With respect to the machine learning model that may be used to implement in some embodiments the proposed method, a gradient boosting regression model may be considered in embodiments in which the outputs provided by the neural network are numerical values. In some embodiments, the training of the supervised learning algorithm may be continuously pursued, in order to improve such training, and/or to adapt to changes in the input data and the output data resulting therefrom. For one or more or, depending on the embodiment, each prediction of processing resources generated by the neural network implementing the supervised learning algorithm, a training vector may be generated with corresponding input data and prediction data. The training vector may be fed back to the neural network as training data.
In one or more embodiments, the neural network operating in inference mode may be configured and trained, to generate (2), based on an encoding request comprising input data, through the supervised learning algorithm implemented by the neural network, a prediction that comprises an identification of needed resources for encoding the input multimedia content. Shown on FIG. 2 c is an encoding request comprising one or more characteristics of the input multimedia contents, such as type of content of the input multimedia content (also referred to as “asset”) (“type of asset”, e.g. cartoon, soccer match, etc.), duration of the multimedia content (“asset duration”), resolution of the multimedia content (“asset resolution”), and encoding parameters, such as audio and video codecs to be used for encoding the audio content and video content of the input multimedia content, respectively (“audio & video codecs”), type of output of the encoding of the multimedia content (“type of output”), and number of outputs (“number of outputs”). That is, input data used for the inference phase may be in the same or a similar format, and include content corresponding to the training input data described above.
In one or more embodiments, the neural network operating in inference mode may be configured and trained, to generate (3), based on an encoding request comprising input data, through the supervised learning algorithm implemented by the neural network, a prediction that further comprises an identification of an optimum cloud instance and region. The identification of a cloud instance and a geographic region that are considered optimum for encoding the input multimedia content advantageously allows obtaining a cloud instance in a region that would be suitable for encoding the input multimedia content for which the encoding latency can be reduced in the proposed region.

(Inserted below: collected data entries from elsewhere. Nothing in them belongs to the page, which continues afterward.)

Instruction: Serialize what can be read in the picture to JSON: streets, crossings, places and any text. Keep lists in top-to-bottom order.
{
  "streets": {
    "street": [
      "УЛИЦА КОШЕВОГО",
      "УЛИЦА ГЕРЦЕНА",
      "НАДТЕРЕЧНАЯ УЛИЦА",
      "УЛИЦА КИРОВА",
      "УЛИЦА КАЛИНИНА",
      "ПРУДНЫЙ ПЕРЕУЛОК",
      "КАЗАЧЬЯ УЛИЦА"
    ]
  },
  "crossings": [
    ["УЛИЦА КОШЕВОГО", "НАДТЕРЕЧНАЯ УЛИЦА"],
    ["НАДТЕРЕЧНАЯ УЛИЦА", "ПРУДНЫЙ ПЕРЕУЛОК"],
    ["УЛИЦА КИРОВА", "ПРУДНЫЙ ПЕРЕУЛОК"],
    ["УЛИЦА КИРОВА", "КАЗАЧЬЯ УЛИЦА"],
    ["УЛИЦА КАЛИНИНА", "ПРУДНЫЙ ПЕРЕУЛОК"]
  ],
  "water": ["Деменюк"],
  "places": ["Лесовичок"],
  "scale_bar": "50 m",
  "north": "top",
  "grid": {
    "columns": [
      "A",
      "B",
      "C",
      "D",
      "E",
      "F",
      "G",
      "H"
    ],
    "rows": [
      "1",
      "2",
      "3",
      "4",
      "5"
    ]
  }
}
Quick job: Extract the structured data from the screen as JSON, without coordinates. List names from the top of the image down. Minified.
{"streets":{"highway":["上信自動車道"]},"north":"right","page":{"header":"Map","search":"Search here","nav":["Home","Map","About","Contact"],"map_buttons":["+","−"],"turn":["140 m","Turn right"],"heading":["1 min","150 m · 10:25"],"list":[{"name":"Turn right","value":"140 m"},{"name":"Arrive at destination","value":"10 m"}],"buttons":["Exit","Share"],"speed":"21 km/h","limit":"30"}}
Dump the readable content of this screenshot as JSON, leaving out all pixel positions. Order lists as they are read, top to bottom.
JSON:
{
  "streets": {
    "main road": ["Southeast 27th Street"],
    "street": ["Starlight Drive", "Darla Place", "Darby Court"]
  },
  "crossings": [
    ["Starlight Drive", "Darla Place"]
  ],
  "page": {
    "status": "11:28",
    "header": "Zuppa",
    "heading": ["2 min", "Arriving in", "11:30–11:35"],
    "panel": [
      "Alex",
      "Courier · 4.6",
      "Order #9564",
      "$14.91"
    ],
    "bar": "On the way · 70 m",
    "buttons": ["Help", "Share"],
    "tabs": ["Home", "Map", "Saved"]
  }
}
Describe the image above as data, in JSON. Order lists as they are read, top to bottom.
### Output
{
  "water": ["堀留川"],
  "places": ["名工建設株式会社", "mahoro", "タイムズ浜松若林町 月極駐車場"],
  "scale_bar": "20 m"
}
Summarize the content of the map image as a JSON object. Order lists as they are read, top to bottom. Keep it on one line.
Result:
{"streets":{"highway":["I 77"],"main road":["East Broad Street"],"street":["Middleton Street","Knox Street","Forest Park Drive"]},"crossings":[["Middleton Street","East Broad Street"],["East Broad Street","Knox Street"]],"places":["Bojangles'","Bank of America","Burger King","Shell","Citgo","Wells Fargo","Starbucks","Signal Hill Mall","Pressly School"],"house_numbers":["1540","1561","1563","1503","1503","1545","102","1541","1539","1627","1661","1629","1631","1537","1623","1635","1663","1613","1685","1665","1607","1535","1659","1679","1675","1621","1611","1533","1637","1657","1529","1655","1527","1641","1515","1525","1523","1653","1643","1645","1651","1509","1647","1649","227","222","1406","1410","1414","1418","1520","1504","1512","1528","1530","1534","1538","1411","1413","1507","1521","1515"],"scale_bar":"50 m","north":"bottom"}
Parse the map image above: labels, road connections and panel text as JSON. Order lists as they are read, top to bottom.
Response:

In one or more embodiments, the proposed method may further comprise deploying (4) an encoding infrastructure and an encoding application on the identified region, and transferring and encoding (5) the input multimedia content by executing the application on the deployed infrastructure with the input multimedia content provided as input data. For example, the input multimedia content file may be transferred to a memory of the identified encoding infrastructure. The deploying the encoding infrastructure and encoding application may comprise determining a processing configuration for configuring the encoding infrastructure and/or encoding application for encoding the input multimedia content.
In one or more embodiments, the proposed method may further comprise determining whether one or more of the estimated values generated by the neural network belong to a predetermined range. In some embodiments, the estimated values that do not belong to the predetermined range may be clipped. For example, if the estimate for a parameter exceeds the maximum value permissible for that parameter (or is less than the minimum value permissible), then it is clipped to the maximum (respectively minimum) value.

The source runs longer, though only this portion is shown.